Wednesday night at the Smoothie King Center, the symphonic prog rock holiday band gave their fans a great show. Did it give them anything else?

trans-siberian orchestra photo
Trans-Siberian Orchestra in concert.

The lighting rig that hung over the members of Trans-Siberian Orchestra at the Smoothie King Center Wednesday night could serve as the New World Order Olympic rings—seven, not five, close together but not interlocking, each with an LED square inside. Three songs into the set, the rings surprised the crowd when the LED squares inside the front three lowered to bring band members including violin player Asha Mevlana to the stage. That wasn’t the only time the rings acted up, as they lowered and tilted to create the illusion of a ceiling over the stage in some instances, or fell in behind the band to add to the backdrop in others.
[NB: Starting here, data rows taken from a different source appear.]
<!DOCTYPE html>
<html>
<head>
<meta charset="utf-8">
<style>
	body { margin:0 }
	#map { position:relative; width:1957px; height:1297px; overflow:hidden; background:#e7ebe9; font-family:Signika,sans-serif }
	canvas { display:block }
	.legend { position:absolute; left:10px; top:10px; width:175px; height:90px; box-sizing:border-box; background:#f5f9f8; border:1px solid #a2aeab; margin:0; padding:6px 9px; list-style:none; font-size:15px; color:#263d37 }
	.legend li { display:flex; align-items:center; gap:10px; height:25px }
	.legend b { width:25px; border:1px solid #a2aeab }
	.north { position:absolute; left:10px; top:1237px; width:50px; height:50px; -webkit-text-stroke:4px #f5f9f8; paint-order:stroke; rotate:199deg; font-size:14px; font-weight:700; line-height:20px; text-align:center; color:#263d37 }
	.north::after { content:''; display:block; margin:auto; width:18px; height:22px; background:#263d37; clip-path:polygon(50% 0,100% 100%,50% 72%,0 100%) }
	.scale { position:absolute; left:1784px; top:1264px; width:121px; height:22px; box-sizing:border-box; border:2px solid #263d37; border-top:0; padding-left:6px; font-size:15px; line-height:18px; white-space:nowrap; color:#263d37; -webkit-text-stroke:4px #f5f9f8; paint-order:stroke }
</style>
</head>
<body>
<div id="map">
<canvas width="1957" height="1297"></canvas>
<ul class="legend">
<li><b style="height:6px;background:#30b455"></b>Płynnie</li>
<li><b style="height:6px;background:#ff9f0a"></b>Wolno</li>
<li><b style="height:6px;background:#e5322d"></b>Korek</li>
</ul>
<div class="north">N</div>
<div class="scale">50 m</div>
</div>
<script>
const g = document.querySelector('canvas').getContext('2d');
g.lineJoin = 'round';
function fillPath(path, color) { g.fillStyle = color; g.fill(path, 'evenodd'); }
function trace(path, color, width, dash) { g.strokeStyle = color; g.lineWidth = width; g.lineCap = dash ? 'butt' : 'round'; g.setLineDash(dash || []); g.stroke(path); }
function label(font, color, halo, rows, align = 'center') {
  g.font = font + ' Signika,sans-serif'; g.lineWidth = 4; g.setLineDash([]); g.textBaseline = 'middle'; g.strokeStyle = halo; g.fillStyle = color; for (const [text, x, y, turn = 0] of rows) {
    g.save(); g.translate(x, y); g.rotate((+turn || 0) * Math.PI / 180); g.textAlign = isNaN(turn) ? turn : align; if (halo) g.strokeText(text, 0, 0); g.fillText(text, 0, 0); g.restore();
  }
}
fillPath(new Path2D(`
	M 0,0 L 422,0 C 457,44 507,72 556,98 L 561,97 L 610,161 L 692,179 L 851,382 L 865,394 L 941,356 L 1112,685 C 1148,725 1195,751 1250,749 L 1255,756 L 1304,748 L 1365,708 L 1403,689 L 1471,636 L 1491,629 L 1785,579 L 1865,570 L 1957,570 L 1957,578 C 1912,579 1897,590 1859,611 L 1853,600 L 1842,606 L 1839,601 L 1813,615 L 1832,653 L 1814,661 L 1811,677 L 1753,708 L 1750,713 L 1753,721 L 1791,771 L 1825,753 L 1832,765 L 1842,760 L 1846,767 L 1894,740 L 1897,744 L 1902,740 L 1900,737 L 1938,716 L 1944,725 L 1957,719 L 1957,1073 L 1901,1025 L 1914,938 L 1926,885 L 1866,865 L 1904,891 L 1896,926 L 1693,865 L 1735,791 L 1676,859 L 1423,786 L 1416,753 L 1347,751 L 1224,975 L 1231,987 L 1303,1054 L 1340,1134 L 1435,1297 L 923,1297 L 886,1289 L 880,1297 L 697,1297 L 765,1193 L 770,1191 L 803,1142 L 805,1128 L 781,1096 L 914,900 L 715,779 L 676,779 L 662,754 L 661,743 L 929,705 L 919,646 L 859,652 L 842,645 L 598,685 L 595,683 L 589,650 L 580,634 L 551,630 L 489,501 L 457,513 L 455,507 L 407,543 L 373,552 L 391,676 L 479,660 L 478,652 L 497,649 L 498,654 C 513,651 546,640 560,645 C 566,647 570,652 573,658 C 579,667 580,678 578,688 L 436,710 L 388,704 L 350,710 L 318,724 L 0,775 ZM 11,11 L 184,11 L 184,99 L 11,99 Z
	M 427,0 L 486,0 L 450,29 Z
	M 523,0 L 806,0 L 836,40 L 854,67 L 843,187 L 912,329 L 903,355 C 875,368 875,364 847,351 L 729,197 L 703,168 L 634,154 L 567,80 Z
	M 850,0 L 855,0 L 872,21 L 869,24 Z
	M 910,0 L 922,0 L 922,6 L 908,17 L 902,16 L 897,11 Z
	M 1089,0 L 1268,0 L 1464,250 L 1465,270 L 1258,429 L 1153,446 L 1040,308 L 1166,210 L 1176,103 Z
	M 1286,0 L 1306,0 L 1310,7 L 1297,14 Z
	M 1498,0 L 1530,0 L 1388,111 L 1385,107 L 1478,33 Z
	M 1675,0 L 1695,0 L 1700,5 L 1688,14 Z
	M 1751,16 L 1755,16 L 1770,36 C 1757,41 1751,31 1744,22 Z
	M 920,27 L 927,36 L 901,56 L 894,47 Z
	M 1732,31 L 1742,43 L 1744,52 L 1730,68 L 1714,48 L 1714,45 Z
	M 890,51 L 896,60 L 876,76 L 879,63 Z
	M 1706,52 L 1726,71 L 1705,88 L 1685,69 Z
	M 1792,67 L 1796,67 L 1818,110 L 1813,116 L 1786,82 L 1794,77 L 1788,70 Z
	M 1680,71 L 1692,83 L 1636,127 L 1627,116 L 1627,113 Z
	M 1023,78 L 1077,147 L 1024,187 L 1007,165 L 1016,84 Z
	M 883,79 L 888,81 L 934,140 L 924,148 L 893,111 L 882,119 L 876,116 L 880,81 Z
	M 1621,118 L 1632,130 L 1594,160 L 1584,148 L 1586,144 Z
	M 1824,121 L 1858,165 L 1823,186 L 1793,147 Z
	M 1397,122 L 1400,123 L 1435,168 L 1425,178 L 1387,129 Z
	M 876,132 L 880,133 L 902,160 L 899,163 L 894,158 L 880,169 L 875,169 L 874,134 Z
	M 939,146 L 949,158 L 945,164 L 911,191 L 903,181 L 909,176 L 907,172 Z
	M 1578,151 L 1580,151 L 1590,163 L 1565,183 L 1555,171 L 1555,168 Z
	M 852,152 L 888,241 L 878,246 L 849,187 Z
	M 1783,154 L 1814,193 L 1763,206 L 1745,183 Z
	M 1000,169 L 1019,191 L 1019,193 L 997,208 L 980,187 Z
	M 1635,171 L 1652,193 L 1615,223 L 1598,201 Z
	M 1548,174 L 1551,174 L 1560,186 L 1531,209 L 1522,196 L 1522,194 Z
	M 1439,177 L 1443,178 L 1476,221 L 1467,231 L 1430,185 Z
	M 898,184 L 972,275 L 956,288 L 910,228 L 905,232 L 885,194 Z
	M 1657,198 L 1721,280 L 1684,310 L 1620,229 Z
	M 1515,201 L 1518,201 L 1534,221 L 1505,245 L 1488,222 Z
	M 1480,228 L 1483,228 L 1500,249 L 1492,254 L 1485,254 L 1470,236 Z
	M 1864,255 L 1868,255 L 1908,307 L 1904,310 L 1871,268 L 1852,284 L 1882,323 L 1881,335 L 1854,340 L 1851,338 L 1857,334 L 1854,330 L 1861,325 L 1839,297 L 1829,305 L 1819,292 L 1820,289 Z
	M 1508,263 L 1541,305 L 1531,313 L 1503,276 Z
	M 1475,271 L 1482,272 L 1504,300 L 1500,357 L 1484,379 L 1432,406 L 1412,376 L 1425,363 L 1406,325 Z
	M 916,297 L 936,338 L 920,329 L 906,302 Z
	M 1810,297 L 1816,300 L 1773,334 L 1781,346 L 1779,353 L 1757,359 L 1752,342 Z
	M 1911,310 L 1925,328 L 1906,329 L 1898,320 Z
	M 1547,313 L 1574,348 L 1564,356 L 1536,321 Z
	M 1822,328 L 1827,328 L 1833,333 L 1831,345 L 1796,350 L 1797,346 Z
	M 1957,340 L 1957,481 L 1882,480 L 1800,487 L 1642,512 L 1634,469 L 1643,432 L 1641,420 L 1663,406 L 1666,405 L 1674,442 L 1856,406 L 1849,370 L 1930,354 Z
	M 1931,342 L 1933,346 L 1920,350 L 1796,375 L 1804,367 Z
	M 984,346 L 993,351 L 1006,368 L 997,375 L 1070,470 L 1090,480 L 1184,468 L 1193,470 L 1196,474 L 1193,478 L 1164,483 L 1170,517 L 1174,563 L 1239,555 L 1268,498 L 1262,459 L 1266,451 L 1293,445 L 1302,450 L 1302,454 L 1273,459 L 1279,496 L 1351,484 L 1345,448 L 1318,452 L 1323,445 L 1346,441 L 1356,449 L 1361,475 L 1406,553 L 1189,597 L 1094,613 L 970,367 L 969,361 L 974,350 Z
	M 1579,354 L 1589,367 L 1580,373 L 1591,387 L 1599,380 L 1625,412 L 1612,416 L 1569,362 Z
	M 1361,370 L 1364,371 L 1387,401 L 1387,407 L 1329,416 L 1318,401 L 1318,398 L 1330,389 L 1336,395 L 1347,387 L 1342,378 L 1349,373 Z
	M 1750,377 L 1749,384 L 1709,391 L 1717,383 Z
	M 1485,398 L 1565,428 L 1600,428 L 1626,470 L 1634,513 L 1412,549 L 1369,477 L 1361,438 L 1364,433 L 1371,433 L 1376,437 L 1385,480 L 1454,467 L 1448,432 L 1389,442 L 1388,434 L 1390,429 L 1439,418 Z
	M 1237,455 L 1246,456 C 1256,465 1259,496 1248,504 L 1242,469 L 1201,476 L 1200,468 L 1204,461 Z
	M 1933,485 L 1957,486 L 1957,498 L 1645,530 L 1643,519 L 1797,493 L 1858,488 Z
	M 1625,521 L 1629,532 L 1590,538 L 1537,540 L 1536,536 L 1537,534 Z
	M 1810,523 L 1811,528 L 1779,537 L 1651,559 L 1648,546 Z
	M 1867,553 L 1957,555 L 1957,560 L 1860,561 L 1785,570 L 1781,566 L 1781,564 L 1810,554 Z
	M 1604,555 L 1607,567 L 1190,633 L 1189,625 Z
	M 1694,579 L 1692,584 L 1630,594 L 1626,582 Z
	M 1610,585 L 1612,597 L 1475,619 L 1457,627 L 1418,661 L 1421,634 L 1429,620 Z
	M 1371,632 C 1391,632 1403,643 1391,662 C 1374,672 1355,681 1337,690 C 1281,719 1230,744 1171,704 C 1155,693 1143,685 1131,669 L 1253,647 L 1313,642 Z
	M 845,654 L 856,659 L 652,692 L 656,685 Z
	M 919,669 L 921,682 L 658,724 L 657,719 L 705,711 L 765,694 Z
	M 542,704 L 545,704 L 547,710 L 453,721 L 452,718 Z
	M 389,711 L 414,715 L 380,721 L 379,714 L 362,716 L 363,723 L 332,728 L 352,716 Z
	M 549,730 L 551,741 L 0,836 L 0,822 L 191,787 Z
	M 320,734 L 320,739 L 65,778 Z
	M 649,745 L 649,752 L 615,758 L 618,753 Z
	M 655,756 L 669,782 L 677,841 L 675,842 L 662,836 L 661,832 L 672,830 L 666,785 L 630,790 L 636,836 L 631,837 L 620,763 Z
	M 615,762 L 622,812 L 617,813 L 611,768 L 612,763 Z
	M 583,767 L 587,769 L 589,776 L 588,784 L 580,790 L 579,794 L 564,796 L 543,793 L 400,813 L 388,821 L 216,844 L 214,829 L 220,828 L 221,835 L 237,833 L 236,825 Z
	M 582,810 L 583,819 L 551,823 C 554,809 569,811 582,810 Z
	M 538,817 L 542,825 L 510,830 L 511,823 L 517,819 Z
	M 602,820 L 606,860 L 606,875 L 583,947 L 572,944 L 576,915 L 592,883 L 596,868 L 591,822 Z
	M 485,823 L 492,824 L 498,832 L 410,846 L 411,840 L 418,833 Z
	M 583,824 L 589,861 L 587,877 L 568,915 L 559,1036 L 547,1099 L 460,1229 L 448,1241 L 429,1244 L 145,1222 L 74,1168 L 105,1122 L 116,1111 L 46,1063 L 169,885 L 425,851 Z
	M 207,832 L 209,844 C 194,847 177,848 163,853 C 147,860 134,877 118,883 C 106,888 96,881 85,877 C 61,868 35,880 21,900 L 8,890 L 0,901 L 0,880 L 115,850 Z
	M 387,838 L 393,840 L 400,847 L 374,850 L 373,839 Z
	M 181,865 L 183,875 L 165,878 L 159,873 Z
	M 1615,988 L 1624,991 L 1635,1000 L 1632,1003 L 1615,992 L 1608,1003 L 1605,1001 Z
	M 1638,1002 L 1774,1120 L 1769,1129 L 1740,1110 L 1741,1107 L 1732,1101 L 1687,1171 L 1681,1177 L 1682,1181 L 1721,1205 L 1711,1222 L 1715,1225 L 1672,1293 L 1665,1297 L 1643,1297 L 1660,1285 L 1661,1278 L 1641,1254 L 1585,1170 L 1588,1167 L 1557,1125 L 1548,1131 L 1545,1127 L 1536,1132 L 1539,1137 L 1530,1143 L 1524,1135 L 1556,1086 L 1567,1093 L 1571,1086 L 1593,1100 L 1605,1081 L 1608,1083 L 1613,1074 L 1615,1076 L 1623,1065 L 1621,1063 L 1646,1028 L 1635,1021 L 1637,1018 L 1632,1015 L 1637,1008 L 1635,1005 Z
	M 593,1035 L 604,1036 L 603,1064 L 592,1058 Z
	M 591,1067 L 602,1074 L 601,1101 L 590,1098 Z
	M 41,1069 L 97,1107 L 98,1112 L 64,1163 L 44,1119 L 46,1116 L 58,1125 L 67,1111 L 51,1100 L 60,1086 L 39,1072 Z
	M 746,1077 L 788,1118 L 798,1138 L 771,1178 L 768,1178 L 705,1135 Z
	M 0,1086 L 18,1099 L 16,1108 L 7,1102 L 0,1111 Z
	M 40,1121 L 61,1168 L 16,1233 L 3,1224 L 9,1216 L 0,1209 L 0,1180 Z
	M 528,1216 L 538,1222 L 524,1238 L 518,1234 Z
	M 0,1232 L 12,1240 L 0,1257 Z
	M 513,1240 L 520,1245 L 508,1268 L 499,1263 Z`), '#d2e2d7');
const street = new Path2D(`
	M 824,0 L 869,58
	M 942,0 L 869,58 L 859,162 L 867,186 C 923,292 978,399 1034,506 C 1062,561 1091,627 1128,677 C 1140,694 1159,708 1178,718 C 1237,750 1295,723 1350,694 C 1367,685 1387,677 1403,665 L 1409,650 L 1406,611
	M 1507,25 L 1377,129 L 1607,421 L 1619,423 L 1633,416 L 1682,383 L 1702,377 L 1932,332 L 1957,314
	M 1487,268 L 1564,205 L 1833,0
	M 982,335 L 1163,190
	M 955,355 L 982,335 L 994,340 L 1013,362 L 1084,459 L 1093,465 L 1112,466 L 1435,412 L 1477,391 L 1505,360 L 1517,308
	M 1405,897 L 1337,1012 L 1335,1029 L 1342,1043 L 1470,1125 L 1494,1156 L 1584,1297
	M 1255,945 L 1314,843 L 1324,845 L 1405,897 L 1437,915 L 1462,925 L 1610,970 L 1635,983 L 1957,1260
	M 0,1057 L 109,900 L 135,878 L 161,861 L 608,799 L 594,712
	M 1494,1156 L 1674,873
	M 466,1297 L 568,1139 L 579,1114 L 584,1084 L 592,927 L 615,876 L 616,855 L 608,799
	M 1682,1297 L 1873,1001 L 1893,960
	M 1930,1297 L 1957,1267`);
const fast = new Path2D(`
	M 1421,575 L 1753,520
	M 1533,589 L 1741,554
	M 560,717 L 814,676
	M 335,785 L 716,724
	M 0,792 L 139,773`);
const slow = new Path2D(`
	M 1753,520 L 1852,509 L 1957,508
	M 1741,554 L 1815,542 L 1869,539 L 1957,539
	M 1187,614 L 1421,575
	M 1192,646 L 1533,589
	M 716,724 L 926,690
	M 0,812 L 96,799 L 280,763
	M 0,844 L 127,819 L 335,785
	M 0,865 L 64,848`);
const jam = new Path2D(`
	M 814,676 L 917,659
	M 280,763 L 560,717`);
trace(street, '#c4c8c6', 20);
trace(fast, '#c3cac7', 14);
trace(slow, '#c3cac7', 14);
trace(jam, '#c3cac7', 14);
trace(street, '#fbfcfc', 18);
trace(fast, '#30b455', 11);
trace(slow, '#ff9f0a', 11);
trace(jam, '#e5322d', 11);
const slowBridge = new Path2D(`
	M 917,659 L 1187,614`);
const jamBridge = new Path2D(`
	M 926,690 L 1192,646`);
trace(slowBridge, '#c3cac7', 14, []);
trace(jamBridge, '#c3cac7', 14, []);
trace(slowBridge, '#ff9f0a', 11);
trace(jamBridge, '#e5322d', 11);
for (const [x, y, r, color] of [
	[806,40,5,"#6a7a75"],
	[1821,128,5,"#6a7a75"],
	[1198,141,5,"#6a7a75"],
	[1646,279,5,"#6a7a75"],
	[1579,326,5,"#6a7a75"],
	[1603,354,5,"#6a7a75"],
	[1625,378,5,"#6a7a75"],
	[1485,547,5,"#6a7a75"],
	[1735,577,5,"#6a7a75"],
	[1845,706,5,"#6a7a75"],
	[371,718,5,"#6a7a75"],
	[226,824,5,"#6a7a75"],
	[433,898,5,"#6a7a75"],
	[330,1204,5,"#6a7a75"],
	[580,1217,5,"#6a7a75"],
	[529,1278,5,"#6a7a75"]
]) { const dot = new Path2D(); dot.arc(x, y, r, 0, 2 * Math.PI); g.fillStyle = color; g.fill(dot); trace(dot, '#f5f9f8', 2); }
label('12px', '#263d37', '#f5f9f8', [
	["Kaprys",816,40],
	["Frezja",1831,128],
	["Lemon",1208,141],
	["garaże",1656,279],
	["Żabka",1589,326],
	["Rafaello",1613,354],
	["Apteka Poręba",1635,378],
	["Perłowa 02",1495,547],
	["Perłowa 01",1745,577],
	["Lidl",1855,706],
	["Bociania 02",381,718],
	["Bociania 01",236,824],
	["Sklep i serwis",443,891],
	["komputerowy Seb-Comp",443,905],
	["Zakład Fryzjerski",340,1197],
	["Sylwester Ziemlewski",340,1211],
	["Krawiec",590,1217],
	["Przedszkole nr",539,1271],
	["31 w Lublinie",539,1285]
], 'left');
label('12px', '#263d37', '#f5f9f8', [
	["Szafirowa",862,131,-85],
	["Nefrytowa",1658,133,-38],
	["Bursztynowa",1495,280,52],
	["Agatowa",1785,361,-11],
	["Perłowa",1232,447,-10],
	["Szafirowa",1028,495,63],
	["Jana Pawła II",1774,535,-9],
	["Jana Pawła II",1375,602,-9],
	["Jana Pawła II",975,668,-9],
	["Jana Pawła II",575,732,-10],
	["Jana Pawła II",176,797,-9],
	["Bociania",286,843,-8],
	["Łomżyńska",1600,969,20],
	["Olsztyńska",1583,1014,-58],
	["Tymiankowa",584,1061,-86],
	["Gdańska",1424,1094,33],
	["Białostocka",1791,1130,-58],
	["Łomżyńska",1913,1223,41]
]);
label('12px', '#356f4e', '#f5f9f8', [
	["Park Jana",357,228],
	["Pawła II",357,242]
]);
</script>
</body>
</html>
That wasn’t the only time TSO would play hide and seek with its band members either. Twice during the show, band members discreetly disappeared from the stage, only to reappear at the back of the room—Magic!—on cherry pickers that swung them out over the audience as they played. At one point, guitarist Angus Clark hung the opening guitar line of Pink Floyd’s “Shine on You Crazy Diamond” from his perch on the cherry picker before the band moved back to its regularly scheduled song.

A Pink Floyd cover would have been welcome in the set, not because the set needed something different, but because it would have been genuinely surprising. The peekaboo games TSO plays with its members and the random eruptions of lights and lasers might startle, but they don’t surprise because TSO is known for its production. That’s what it does. The show is its calling card as much as the music, so an unpredictable cover would have carried some real weight. 

Everything at a TSO show is designed to elicit a “Wow” but not necessarily more than a “wow,” and in that way the band is much like Cirque du Soleil and professional wrestling. It’s spectacle first, and the content is just a frame from which to hang that spectacle. The late Paul O’Neill treated clichés—rightly, perhaps—as the lingua franca, and the whole enterprise rests on them because they speak quickly and easily to a broad audience. I heard Jim Steinman, who produced Meat Loaf and Bonnie Tyler’s “Total Eclipse of the Heart” in the show’s self-consciously oversized scale, and identified moments of Rick Springfield, Rocky Horror Picture Show and Styx—a lot of Styx, which makes sense—in TSO songs. But those familiar fragments never appeared in a pastiche or knowing way. Instead, O’Neill used them as easy, common sense ways to get from Point A to Point B musically, just as lyrics about ghosts, angels, dreams, hearts and music boxes form a texture-free, resistance-free pathway through the songs. All that efficiency comes with a cost though. 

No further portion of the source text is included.